*Work required:* Among the records below, find each line bearing the word "районна" and copy it.

*Extracted information:*

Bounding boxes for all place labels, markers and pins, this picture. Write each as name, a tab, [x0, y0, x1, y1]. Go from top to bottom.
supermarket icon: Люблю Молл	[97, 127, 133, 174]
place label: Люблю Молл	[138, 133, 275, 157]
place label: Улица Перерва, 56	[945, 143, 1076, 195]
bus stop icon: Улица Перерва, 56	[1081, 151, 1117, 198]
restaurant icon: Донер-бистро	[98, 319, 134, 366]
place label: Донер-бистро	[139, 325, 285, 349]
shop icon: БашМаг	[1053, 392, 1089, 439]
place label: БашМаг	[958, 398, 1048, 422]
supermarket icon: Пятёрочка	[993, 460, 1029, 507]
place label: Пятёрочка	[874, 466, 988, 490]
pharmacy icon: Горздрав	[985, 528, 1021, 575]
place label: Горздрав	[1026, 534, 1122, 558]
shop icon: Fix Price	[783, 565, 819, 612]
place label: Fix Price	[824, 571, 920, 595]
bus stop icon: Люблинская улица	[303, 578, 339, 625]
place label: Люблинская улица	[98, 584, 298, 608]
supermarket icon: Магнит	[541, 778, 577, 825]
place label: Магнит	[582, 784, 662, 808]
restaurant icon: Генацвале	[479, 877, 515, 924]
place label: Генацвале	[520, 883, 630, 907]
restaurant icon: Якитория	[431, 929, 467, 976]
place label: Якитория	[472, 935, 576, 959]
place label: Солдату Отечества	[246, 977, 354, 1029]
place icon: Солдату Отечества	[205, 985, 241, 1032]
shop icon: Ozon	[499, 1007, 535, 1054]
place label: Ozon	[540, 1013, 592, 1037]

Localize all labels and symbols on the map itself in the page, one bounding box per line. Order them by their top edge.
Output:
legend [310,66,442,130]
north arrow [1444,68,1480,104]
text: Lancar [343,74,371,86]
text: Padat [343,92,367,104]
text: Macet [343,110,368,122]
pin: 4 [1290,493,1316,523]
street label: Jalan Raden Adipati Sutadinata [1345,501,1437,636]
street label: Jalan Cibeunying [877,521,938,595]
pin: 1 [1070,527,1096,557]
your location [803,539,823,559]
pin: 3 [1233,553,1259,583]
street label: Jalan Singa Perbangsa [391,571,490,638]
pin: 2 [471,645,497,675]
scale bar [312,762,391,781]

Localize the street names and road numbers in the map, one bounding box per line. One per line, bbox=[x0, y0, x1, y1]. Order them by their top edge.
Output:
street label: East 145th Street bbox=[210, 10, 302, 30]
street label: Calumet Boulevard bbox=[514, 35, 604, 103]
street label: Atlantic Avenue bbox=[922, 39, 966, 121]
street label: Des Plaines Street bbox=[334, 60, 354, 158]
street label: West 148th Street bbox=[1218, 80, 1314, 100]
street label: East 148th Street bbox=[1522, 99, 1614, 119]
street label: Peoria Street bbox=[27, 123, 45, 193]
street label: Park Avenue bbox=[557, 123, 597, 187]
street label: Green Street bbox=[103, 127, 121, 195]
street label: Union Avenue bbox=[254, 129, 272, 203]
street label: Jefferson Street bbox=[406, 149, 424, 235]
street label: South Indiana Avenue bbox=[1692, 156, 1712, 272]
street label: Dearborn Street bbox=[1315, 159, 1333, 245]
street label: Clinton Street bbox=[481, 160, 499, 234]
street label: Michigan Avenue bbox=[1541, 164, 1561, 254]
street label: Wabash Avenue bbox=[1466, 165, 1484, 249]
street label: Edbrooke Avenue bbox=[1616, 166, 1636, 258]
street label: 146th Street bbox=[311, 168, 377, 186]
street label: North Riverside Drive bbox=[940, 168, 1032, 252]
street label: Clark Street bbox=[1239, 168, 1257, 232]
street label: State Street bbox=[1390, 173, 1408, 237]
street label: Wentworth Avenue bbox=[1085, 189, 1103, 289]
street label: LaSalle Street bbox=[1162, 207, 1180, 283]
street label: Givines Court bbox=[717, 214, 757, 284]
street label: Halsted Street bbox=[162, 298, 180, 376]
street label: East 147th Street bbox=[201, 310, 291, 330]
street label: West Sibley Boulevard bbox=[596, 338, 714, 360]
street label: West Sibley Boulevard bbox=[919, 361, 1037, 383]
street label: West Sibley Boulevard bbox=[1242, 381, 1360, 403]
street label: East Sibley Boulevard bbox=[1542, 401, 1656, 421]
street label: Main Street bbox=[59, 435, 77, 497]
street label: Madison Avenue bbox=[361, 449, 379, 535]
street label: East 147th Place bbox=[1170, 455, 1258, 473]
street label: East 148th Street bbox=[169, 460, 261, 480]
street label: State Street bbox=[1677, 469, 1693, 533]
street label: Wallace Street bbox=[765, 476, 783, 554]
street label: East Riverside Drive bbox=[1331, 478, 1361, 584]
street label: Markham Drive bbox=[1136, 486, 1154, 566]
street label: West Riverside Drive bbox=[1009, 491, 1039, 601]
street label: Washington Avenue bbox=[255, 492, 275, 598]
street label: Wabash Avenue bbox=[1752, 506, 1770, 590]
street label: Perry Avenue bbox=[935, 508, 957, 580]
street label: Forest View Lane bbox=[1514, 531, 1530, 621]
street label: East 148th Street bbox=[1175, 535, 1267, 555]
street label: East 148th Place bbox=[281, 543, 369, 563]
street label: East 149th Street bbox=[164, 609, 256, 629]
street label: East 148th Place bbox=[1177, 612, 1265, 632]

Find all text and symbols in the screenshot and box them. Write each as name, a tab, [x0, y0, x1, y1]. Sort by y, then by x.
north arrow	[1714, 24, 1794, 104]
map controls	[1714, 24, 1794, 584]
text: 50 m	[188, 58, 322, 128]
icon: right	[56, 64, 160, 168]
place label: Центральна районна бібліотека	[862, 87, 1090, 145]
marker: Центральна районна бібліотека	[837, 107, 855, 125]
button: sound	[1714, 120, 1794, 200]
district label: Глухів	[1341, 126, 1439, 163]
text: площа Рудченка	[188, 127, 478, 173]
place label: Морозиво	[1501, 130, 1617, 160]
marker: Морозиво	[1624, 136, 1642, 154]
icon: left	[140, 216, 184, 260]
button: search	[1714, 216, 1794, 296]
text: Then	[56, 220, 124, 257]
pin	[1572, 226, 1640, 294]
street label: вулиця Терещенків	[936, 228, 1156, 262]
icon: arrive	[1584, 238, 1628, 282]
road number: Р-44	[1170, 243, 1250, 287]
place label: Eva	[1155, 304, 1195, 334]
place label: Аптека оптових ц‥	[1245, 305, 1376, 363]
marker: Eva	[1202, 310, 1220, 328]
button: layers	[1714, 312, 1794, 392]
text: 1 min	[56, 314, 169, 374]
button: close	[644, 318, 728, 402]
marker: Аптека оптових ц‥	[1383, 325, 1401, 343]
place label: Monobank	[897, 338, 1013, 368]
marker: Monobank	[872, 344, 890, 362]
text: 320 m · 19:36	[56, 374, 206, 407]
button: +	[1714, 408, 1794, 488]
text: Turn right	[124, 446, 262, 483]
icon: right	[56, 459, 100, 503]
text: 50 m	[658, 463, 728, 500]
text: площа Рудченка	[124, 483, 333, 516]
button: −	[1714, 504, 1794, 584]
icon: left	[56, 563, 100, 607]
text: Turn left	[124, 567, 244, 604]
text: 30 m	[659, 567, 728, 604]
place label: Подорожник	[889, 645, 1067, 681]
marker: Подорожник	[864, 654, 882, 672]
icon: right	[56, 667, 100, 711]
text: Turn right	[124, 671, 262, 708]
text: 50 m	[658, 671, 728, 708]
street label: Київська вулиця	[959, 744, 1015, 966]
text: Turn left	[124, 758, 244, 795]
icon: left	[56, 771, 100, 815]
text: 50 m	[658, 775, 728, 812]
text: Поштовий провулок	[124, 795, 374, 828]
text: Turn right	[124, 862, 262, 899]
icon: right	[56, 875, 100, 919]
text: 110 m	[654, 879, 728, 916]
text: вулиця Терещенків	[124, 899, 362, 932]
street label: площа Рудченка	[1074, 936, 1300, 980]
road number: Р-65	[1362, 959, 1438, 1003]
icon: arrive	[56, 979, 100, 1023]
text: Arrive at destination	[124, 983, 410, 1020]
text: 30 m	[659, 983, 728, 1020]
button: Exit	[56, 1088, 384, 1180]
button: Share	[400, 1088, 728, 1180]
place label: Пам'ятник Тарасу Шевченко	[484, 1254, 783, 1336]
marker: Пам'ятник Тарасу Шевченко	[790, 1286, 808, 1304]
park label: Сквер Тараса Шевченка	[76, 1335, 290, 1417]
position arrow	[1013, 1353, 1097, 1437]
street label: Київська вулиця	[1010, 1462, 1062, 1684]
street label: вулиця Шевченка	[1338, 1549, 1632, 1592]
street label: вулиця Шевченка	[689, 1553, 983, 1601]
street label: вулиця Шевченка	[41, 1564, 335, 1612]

*Answer space:*
place label: Центральна районна бібліотека	[862, 87, 1090, 145]
marker: Центральна районна бібліотека	[837, 107, 855, 125]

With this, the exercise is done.